Please output the section of the listing below that opens with the line containing "position:relative; flex:1; overflow:hidden" and closes with the line containing "display:flex; align-items:center; height:38px;", exactly and with nothing else.

--- START ---

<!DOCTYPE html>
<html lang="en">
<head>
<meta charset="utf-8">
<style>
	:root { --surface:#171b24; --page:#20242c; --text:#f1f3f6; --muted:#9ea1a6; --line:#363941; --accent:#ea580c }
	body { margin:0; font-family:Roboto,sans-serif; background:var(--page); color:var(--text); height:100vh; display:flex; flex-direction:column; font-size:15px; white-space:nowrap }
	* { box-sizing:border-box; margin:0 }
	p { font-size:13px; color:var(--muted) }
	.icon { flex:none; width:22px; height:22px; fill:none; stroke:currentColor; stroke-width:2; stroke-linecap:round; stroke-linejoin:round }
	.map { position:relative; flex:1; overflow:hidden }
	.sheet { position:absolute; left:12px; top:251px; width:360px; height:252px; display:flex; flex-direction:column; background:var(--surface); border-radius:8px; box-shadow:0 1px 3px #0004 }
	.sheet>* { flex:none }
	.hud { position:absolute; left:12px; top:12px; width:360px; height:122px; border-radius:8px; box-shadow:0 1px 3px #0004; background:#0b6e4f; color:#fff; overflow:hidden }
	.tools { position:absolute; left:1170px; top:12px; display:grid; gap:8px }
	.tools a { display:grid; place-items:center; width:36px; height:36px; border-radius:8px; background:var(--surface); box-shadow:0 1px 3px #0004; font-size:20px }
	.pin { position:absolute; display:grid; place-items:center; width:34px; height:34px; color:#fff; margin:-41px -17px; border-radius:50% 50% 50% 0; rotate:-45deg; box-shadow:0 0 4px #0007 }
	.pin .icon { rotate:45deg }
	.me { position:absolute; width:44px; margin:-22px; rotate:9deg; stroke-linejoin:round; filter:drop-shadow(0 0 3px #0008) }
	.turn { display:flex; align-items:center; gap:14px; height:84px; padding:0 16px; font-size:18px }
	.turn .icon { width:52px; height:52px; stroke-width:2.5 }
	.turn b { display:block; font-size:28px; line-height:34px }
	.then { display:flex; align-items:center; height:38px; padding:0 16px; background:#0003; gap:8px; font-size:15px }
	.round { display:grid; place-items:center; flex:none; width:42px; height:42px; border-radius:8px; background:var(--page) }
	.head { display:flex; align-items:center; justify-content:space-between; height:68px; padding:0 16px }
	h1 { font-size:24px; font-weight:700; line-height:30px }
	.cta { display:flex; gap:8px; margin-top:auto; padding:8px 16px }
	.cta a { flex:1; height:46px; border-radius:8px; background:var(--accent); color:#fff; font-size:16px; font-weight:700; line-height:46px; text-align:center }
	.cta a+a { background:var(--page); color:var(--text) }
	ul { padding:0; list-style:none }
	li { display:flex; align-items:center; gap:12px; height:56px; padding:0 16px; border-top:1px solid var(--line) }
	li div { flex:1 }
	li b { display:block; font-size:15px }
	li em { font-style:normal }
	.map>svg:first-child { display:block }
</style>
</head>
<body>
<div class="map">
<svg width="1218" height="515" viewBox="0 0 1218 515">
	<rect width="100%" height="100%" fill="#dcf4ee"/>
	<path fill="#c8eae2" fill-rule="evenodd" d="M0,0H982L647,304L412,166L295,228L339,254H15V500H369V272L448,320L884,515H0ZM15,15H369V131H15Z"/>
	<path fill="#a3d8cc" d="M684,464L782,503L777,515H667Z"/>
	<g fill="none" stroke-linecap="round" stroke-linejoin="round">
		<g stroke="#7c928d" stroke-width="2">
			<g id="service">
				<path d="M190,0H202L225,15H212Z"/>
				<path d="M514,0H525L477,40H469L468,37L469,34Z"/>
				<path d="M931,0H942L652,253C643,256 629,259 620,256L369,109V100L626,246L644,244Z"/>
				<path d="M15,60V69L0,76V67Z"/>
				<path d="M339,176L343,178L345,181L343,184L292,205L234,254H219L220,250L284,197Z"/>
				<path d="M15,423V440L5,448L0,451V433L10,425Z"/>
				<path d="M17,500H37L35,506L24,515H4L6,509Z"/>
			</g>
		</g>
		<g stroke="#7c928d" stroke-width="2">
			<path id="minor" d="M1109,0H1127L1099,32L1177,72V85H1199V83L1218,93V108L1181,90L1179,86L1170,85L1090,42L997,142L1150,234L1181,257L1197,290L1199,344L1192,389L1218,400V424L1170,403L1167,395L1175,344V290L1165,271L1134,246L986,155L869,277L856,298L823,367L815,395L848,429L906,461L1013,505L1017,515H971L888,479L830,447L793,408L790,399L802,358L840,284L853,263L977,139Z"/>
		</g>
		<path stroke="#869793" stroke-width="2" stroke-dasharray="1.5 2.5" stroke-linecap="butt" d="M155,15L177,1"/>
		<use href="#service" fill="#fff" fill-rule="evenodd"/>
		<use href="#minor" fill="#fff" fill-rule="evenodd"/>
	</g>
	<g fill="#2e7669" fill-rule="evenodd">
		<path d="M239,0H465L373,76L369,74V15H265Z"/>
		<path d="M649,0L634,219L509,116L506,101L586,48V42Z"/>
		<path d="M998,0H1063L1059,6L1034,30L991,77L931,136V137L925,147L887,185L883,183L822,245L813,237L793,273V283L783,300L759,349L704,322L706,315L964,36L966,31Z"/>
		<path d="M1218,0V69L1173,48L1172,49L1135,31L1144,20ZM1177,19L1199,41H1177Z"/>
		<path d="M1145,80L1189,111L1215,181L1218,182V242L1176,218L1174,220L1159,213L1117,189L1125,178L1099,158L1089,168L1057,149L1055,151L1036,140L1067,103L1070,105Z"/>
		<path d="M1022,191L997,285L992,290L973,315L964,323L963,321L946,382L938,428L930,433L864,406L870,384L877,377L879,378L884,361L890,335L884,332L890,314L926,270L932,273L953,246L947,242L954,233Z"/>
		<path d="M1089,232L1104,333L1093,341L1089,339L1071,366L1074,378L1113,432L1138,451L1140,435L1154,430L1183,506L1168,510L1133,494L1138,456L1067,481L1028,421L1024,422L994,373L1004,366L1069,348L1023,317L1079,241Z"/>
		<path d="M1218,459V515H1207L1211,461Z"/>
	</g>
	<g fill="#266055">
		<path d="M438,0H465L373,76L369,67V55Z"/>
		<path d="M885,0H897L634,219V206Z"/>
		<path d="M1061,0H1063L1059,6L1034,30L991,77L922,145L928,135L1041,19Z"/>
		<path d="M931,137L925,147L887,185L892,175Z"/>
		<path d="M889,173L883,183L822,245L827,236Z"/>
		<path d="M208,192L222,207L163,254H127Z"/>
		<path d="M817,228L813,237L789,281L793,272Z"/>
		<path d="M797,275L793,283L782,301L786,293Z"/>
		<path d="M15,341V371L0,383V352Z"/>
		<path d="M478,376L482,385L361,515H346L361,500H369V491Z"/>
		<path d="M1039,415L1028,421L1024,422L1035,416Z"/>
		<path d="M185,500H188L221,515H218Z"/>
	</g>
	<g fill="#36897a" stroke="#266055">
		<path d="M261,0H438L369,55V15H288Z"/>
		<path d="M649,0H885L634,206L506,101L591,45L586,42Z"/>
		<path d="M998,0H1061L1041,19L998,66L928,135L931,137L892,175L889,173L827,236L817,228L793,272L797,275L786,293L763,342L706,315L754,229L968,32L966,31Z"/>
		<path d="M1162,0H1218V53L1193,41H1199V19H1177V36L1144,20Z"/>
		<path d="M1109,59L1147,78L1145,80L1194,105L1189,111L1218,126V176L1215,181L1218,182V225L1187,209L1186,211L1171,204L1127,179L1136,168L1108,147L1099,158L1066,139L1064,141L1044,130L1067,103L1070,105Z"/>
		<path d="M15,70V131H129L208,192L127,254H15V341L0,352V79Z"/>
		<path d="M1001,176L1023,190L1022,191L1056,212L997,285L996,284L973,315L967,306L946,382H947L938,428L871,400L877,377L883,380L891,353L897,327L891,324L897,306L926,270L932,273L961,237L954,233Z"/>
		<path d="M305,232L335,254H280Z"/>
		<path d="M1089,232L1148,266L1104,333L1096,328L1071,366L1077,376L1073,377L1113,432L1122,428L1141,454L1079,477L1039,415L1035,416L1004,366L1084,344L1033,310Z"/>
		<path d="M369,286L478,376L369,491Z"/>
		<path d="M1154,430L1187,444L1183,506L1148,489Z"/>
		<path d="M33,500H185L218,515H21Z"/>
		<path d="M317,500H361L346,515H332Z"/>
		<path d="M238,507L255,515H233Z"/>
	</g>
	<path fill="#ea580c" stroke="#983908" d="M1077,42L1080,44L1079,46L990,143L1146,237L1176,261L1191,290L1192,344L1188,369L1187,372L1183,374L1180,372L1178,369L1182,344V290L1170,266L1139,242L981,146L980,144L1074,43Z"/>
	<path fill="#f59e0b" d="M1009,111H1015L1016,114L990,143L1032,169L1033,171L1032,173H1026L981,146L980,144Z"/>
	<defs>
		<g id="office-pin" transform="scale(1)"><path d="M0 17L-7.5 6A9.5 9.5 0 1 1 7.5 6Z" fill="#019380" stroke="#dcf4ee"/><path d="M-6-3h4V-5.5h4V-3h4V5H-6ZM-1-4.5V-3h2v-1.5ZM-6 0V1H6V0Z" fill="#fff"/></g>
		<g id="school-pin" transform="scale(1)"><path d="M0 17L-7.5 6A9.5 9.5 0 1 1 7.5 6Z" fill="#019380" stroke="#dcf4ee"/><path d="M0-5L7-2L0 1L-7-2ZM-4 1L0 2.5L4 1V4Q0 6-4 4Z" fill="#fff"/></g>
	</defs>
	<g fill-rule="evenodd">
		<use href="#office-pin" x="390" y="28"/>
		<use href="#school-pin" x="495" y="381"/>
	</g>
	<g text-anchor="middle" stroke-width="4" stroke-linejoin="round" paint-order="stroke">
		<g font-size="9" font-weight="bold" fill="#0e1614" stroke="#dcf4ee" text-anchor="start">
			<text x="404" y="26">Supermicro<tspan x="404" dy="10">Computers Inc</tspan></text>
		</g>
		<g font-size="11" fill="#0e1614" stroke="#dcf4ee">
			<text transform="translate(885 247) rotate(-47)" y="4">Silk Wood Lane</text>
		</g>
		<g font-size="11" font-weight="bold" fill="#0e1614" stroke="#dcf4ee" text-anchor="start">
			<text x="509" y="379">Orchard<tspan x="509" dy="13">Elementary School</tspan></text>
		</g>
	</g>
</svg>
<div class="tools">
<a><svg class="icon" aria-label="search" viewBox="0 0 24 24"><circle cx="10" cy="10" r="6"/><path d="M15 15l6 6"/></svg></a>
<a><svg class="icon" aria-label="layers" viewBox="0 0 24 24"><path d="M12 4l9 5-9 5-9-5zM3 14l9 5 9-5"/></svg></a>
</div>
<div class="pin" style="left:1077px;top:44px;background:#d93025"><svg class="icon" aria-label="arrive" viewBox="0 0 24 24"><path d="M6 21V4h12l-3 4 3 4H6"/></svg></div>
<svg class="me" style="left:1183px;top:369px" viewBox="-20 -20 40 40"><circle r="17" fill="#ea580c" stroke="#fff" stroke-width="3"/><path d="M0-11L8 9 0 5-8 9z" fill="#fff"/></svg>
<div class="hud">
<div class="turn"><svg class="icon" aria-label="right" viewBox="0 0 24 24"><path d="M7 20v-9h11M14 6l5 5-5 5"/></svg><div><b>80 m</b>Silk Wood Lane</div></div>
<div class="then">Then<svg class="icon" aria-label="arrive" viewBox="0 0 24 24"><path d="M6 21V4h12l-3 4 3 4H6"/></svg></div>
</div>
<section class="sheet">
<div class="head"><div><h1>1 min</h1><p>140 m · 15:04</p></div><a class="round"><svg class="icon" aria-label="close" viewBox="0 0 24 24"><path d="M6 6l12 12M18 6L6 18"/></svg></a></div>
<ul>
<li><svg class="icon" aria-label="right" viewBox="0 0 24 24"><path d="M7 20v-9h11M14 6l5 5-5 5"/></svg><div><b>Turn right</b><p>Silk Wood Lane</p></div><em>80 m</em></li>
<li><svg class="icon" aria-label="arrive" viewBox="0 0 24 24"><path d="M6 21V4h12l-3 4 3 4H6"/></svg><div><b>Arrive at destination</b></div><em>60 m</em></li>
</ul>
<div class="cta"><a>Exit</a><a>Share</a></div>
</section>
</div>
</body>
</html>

--- END ---

**Answer below:**
	.map { position:relative; flex:1; overflow:hidden }
	.sheet { position:absolute; left:12px; top:251px; width:360px; height:252px; display:flex; flex-direction:column; background:var(--surface); border-radius:8px; box-shadow:0 1px 3px #0004 }
	.sheet>* { flex:none }
	.hud { position:absolute; left:12px; top:12px; width:360px; height:122px; border-radius:8px; box-shadow:0 1px 3px #0004; background:#0b6e4f; color:#fff; overflow:hidden }
	.tools { position:absolute; left:1170px; top:12px; display:grid; gap:8px }
	.tools a { display:grid; place-items:center; width:36px; height:36px; border-radius:8px; background:var(--surface); box-shadow:0 1px 3px #0004; font-size:20px }
	.pin { position:absolute; display:grid; place-items:center; width:34px; height:34px; color:#fff; margin:-41px -17px; border-radius:50% 50% 50% 0; rotate:-45deg; box-shadow:0 0 4px #0007 }
	.pin .icon { rotate:45deg }
	.me { position:absolute; width:44px; margin:-22px; rotate:9deg; stroke-linejoin:round; filter:drop-shadow(0 0 3px #0008) }
	.turn { display:flex; align-items:center; gap:14px; height:84px; padding:0 16px; font-size:18px }
	.turn .icon { width:52px; height:52px; stroke-width:2.5 }
	.turn b { display:block; font-size:28px; line-height:34px }
	.then { display:flex; align-items:center; height:38px; padding:0 16px; background:#0003; gap:8px; font-size:15px }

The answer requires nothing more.